15 February 2006

In a smooth, open and participatory transition of power in the state of Kuwait, a popularly-elected Parliament confirmed Sheikh Sabah Al Almed Al Jaber Al Subah as the new Emir. The new ruler is well known at United Nations Headquarters in New York since he raised his country's flag as a member in 1962. He has since attended every session of the General Assembly, making him the longest serving Minister of Foreign Affairs in the world. Even after he became Prime Minister, the smiling amenable Sheikh Sabah made a point of attending at least the opening few days of each session. Particularly when Kuwait was a non-permanent Security Council member in 1978, he played a distinguished role in working for consensus decisions on delicate issues and unanimity on resolutions. Under his guidance, the country played a pivotal role in advancing economic and social development through the galaxy of U.N. programs and agencies. Equally pleasant and thorough, Sheikh Sabah gained many friends for his country. His unflinching support for the United Nations as a symbol of international legitimacy proved most valuable when Saddam Hussein invaded Kuwait. Mobilizing all resources, under the guidance of the late Emir, his strategy was to sharpen the focus on the United Nations role. An unanimous position, fully backed by the five permanent members, authorized Desert Storm in which several Arab countries like Syria, Saudi Arabia and Qatar actively participated under the U.N. flag.

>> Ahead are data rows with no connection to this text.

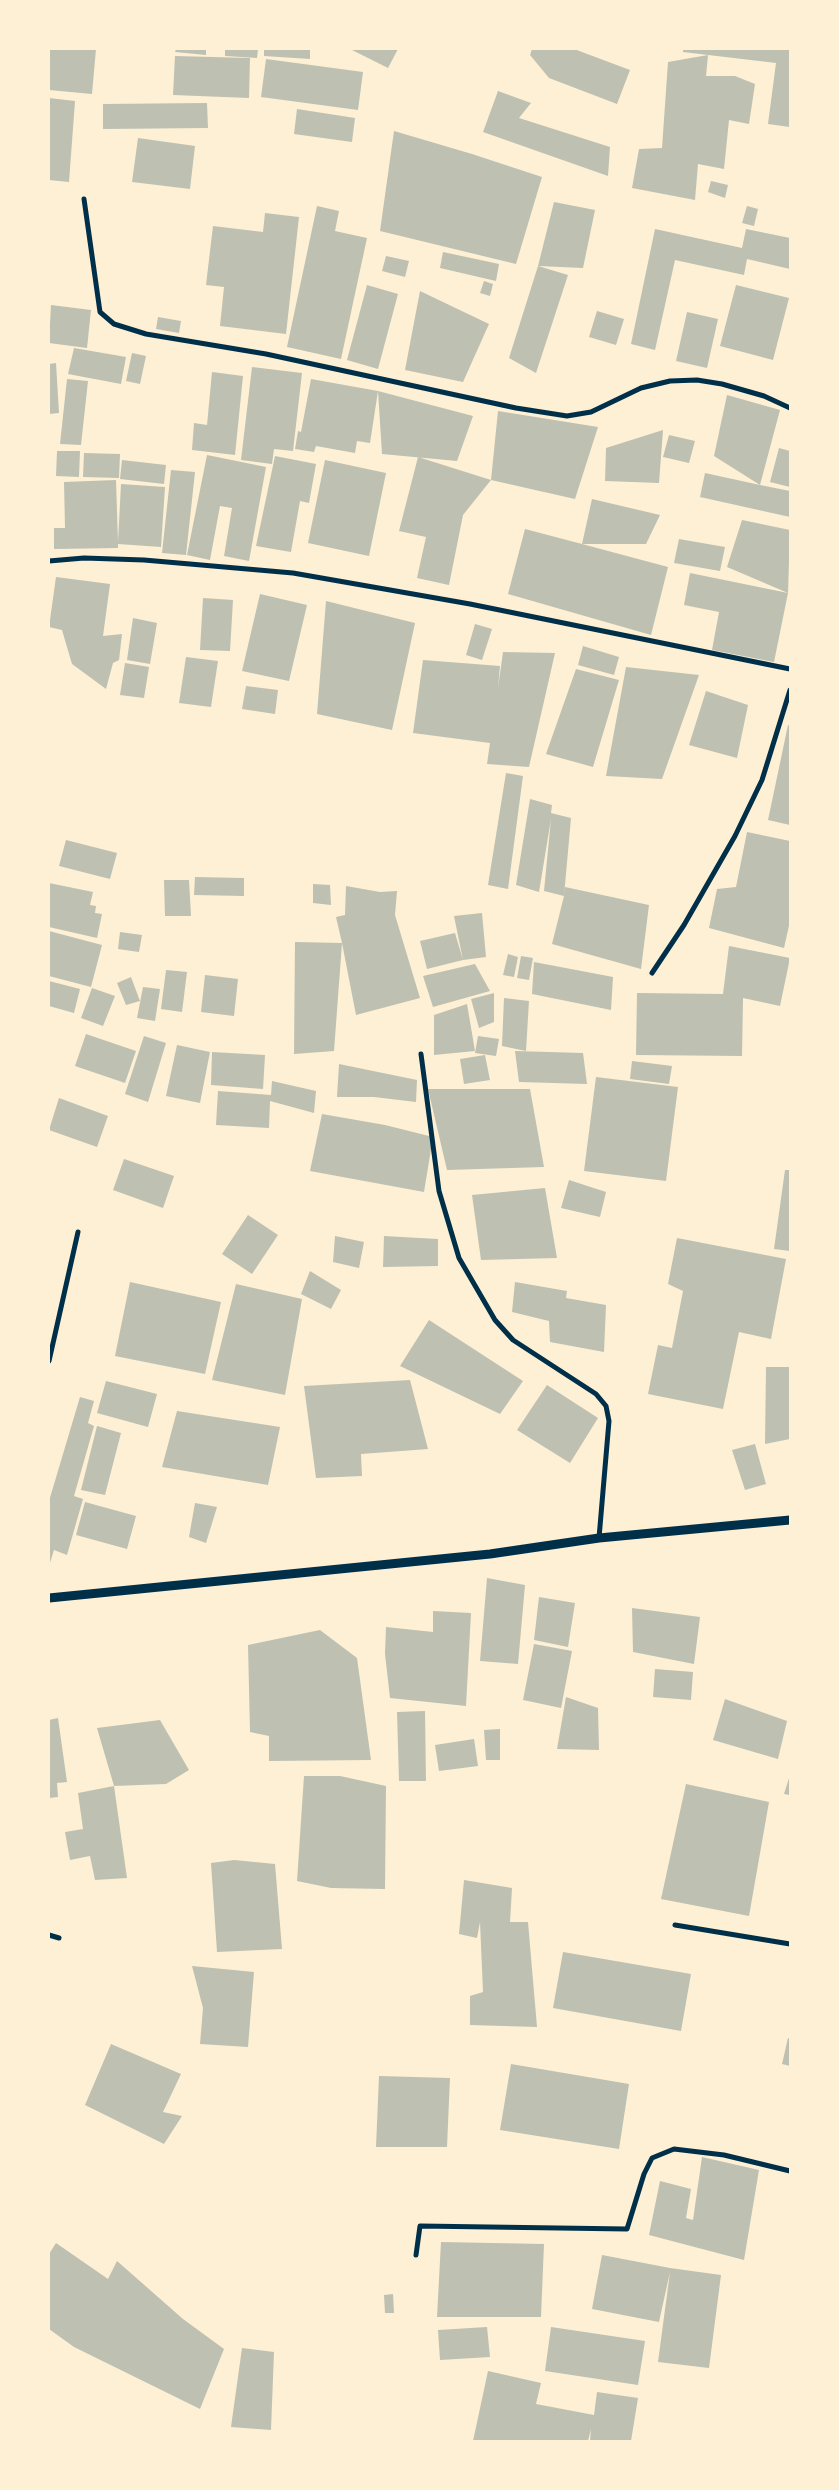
<!DOCTYPE html>
<style>
body{margin:0}
#map{position:relative;width:839px;height:2490px;overflow:hidden;background:#fdf0d5;font-family:"Fira Sans",sans-serif}
canvas{display:block}
.frame{position:absolute;inset:0;border:50px solid #fdf0d5;pointer-events:none}
</style>
<div id="map">
<canvas width="839" height="2490"></canvas>
<div class="frame"></div>
</div>
<script>
const c = document.querySelector('canvas').getContext('2d');
c.lineJoin = 'round';
function fillPath(path, color) {
  c.fillStyle = color;
  c.fill(path, 'evenodd');
}
function toPath(rows) {
  const path = new Path2D();
  for (const r of rows) {
    path.moveTo(r[0], r[1]);
    for (let i = 2; i < r.length; i += 2) path.lineTo(r[i], r[i + 1]);
  }
  return path;
}
function trace(path, color, width, dash) {
  c.strokeStyle = color;
  c.lineWidth = width;
  c.lineCap = dash ? 'butt' : 'round';
  c.setLineDash(dash || []);
  c.stroke(path);
}
fillPath(toPath([
 [49,49,96,49,92,94,49,90],
 [176,49,206,49,206,55,175,52],
 [225,49,258,49,257,58,225,56],
 [264,49,310,49,310,59,264,56],
 [350,49,398,49,388,68],
 [532,49,574,49,630,70,617,104,549,78,530,55],
 [683,49,790,49,790,127,768,124,776,63,683,52],
 [708,55,706,76,735,76,755,84,749,124,729,120,724,169,698,164,695,200,632,188,639,149,662,148,668,62],
 [175,56,250,58,249,98,173,95],
 [266,59,363,72,358,110,261,97],
 [498,91,531,103,519,118,610,147,608,176,483,132],
 [49,98,75,101,69,182,49,180],
 [207,103,208,128,103,129,103,104],
 [297,109,355,118,352,142,294,134],
 [394,131,472,154,542,177,516,264,380,231],
 [138,138,195,146,190,189,132,182],
 [711,181,728,185,725,198,708,192],
 [554,202,595,210,583,268,538,266],
 [317,206,339,211,335,231,367,238,341,359,287,347],
 [747,206,758,209,754,226,742,223],
 [265,213,299,217,286,334,220,326,224,287,206,285,213,226,263,232],
 [655,229,742,248,746,229,790,238,790,269,747,259,744,275,675,260,655,350,631,344],
 [443,252,499,264,496,281,440,268],
 [386,256,409,261,405,277,382,271],
 [538,266,568,275,536,373,509,358],
 [484,281,493,284,490,296,480,293],
 [367,285,398,294,378,369,347,360],
 [736,285,789,298,773,360,720,346],
 [420,291,489,324,463,382,405,370],
 [51,305,91,310,87,348,49,343],
 [597,311,624,319,616,345,589,337],
 [687,312,718,319,707,368,676,361],
 [158,317,181,321,179,333,156,329],
 [74,348,126,357,121,384,68,374],
 [132,353,146,356,140,384,126,381],
 [56,363,59,413,49,414,49,364],
 [252,367,302,373,293,451,274,449,272,464,241,460],
 [212,372,243,376,235,455,192,450,194,423,207,425],
 [67,379,88,381,81,445,60,444],
 [311,379,378,391,473,416,457,461,382,454,378,391,370,443,357,441,355,453,316,446,314,452,295,449,298,431,301,432],
 [727,395,780,410,760,485,790,491,790,517,700,497,705,473,760,485,714,456],
 [498,411,598,427,575,499,491,480],
 [663,430,659,483,605,481,606,448],
 [669,435,695,441,689,463,663,457],
 [779,448,790,451,790,487,770,482],
 [57,451,80,451,79,477,56,476],
 [84,453,120,454,119,478,83,477],
 [207,455,266,467,249,561,224,556,232,508,220,506,210,560,187,555],
 [275,456,316,464,309,503,300,501,291,552,256,546],
 [418,457,491,480,463,515,449,585,417,578,426,537,399,531],
 [122,460,166,465,164,484,120,479],
 [325,460,386,473,369,556,308,543],
 [171,470,195,472,186,555,162,553],
 [116,480,118,542,121,484,165,487,161,547,118,544,118,548,54,549,54,528,65,528,64,482],
 [592,499,660,515,646,544,582,544,668,567,651,635,508,594,525,529,582,544],
 [742,520,790,530,788,593,727,567],
 [679,539,725,547,720,571,674,563],
 [690,573,788,593,774,662,712,650,719,612,684,605],
 [56,577,110,584,103,636,122,634,119,660,113,663,106,689,72,664,62,630,49,627],
 [260,594,307,605,289,681,242,671],
 [203,598,233,600,230,651,200,650],
 [326,601,415,623,392,730,317,714],
 [133,618,157,623,150,664,127,660],
 [475,624,492,629,482,660,466,655],
 [583,646,619,657,614,675,578,665],
 [503,652,555,653,529,767,487,764,490,743,413,733,423,660,500,666,498,688],
 [186,657,218,661,211,707,179,703],
 [125,663,149,667,144,698,120,695],
 [626,667,699,675,662,779,606,776],
 [576,669,619,680,593,767,546,754],
 [246,686,278,690,275,714,242,709],
 [706,691,748,705,737,758,689,745],
 [788,725,790,726,790,825,768,820],
 [506,773,523,776,508,889,488,885],
 [530,799,552,805,551,813,571,818,564,896,565,887,649,905,641,969,552,944,564,896,544,891,551,819,539,892,516,885],
 [747,832,790,841,790,921,784,948,709,928,717,889,736,887],
 [66,840,117,853,110,879,59,866],
 [195,877,244,878,244,896,194,895],
 [164,880,189,880,191,916,165,916],
 [49,883,93,892,90,905,96,906,95,913,102,914,97,938,49,927],
 [313,884,330,885,331,905,313,903],
 [346,886,380,892,397,891,395,915,420,998,356,1015,342,943,334,1051,294,1054,295,942,342,943,336,917,345,915],
 [482,913,486,957,463,960,454,916],
 [49,931,102,945,91,987,49,976],
 [120,932,142,935,139,952,118,949],
 [455,933,463,960,427,969,420,941],
 [729,946,790,958,780,1006,743,998,742,1056,636,1055,637,993,723,994],
 [508,954,518,957,514,977,503,975],
 [521,956,533,958,529,980,517,978],
 [534,962,613,977,611,1010,532,994],
 [475,964,490,991,433,1007,423,976],
 [166,970,187,972,182,1012,161,1009],
 [205,975,238,979,234,1016,201,1012],
 [131,977,140,1001,126,1005,117,983],
 [49,981,80,989,74,1013,49,1006],
 [143,987,160,989,155,1021,137,1018],
 [92,988,115,996,103,1026,81,1018],
 [494,993,494,1022,479,1028,471,999],
 [504,998,529,1001,526,1051,502,1046],
 [467,1004,475,1051,434,1055,434,1015],
 [86,1034,136,1051,125,1083,75,1066],
 [144,1036,166,1043,148,1102,125,1094],
 [478,1036,499,1039,496,1056,475,1053],
 [177,1045,210,1052,200,1103,166,1096],
 [515,1051,583,1053,587,1084,519,1082],
 [212,1052,265,1055,263,1089,211,1085],
 [485,1055,490,1080,464,1084,460,1059],
 [632,1061,672,1066,669,1084,630,1079],
 [339,1064,417,1080,416,1102,374,1097,337,1097],
 [596,1077,678,1087,666,1181,584,1171],
 [272,1081,316,1091,314,1113,270,1101,269,1128,216,1125,218,1091,271,1095],
 [428,1089,530,1089,544,1167,447,1170],
 [59,1098,108,1116,97,1147,49,1130],
 [322,1114,385,1125,433,1137,424,1192,310,1171],
 [124,1159,174,1176,163,1208,113,1190],
 [785,1170,790,1170,790,1251,774,1249],
 [569,1180,606,1192,600,1217,561,1208],
 [545,1188,557,1258,481,1260,472,1195],
 [248,1215,278,1235,252,1274,222,1254],
 [335,1236,364,1242,359,1268,333,1262],
 [384,1236,438,1239,438,1266,383,1267],
 [677,1238,786,1259,771,1339,739,1332,723,1409,648,1394,658,1345,672,1348,683,1291,668,1284],
 [310,1271,341,1290,331,1309,301,1294],
 [130,1282,221,1302,205,1374,115,1356],
 [515,1282,567,1291,566,1298,606,1305,604,1352,550,1342,549,1321,512,1312],
 [236,1284,302,1299,285,1395,212,1380],
 [429,1320,523,1381,500,1414,400,1366],
 [766,1367,790,1367,790,1439,765,1444],
 [410,1380,428,1449,361,1454,362,1476,316,1478,304,1386],
 [106,1381,157,1394,148,1427,97,1413],
 [547,1385,598,1418,570,1463,517,1430],
 [80,1397,94,1401,88,1423,94,1426,74,1496,83,1499,67,1555,54,1550,49,1566,49,1501],
 [177,1411,280,1427,268,1485,162,1467],
 [97,1426,121,1433,105,1495,81,1490],
 [755,1444,766,1484,745,1490,732,1450],
 [85,1502,136,1516,127,1549,76,1535],
 [195,1503,217,1507,206,1543,189,1537],
 [487,1578,525,1585,518,1664,480,1661],
 [539,1597,575,1603,568,1647,534,1640],
 [632,1608,700,1617,694,1664,633,1652],
 [433,1611,471,1613,466,1706,390,1698,385,1654,386,1627,433,1632],
 [320,1630,357,1658,371,1760,269,1761,269,1736,250,1732,248,1645],
 [534,1644,572,1651,561,1708,523,1700],
 [655,1669,693,1672,691,1700,653,1697],
 [566,1697,598,1708,599,1750,557,1749],
 [725,1699,787,1721,778,1759,713,1740],
 [425,1711,426,1781,399,1781,397,1712],
 [58,1718,67,1782,57,1783,58,1797,49,1798,49,1720],
 [160,1720,189,1770,166,1784,114,1786,97,1728],
 [500,1729,500,1760,486,1760,484,1730],
 [474,1739,478,1766,439,1771,435,1745],
 [790,1775,790,1795,784,1794],
 [304,1776,340,1776,386,1786,385,1889,331,1888,297,1881],
 [686,1784,769,1802,749,1916,661,1899],
 [114,1786,127,1878,95,1880,90,1856,70,1860,65,1832,83,1829,78,1793],
 [234,1860,275,1864,282,1949,217,1952,211,1863],
 [464,1880,512,1888,510,1922,528,1922,537,2027,470,2025,470,1996,483,1992,480,1922,477,1938,459,1934],
 [563,1952,691,1974,681,2031,553,2008],
 [192,1966,254,1972,248,2047,200,2044,203,2008],
 [788,2038,790,2039,790,2066,782,2064],
 [111,2044,181,2074,163,2112,182,2116,164,2144,85,2105],
 [511,2064,629,2084,619,2149,500,2130],
 [379,2076,450,2078,447,2147,376,2147],
 [702,2157,759,2170,744,2260,649,2235,660,2181,691,2189,686,2218,693,2220],
 [441,2242,544,2244,541,2317,437,2317],
 [56,2243,108,2279,117,2261,183,2319,224,2349,200,2409,74,2347,49,2329,49,2254],
 [602,2255,670,2268,721,2275,709,2368,658,2362,670,2272,659,2322,592,2309],
 [393,2294,394,2313,385,2313,384,2295],
 [487,2327,490,2357,440,2360,438,2330],
 [551,2327,645,2341,638,2385,545,2371],
 [242,2348,274,2352,271,2430,231,2427],
 [488,2371,541,2383,536,2404,594,2415,597,2392,638,2398,631,2441,590,2441,591,2429,588,2441,473,2441]
]), '#bec0b2');
trace(toPath([
 [84,199,100,312,114,324,146,334,266,354,516,408,567,416,591,412,641,388,670,381,697,380,722,384,764,396,790,408],
 [49,561,84,558,144,560,293,573,470,604,790,669],
 [652,973,684,925,735,836,762,780,790,690],
 [421,1054,439,1191,459,1258,495,1320,513,1340,596,1394,606,1406,609,1421,599,1538],
 [49,1361,78,1232],
 [675,1925,790,1944],
 [49,1935,59,1938],
 [416,2255,420,2226,627,2229,644,2174,652,2158,674,2149,724,2155,790,2171]
]), '#003049', 5);
trace(toPath([
 [49,1598,490,1554,599,1538,790,1520]
]), '#003049', 9);
</script>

As Prime Minister, he proved to be a practical reformer, a modernist who worked with members of parliament to pass modernizing steps carefully yet surely. One of his most striking measures was in ensuring equal rights for women; it was rejected at first by parliament but, with enlightened persistence, eventually approved. His progressive hand was noted in recently designating Ms. Nabeela Al Mulla as Permanent Representative of Kuwait to the U.N. -- the first female Arab Ambassador in New York.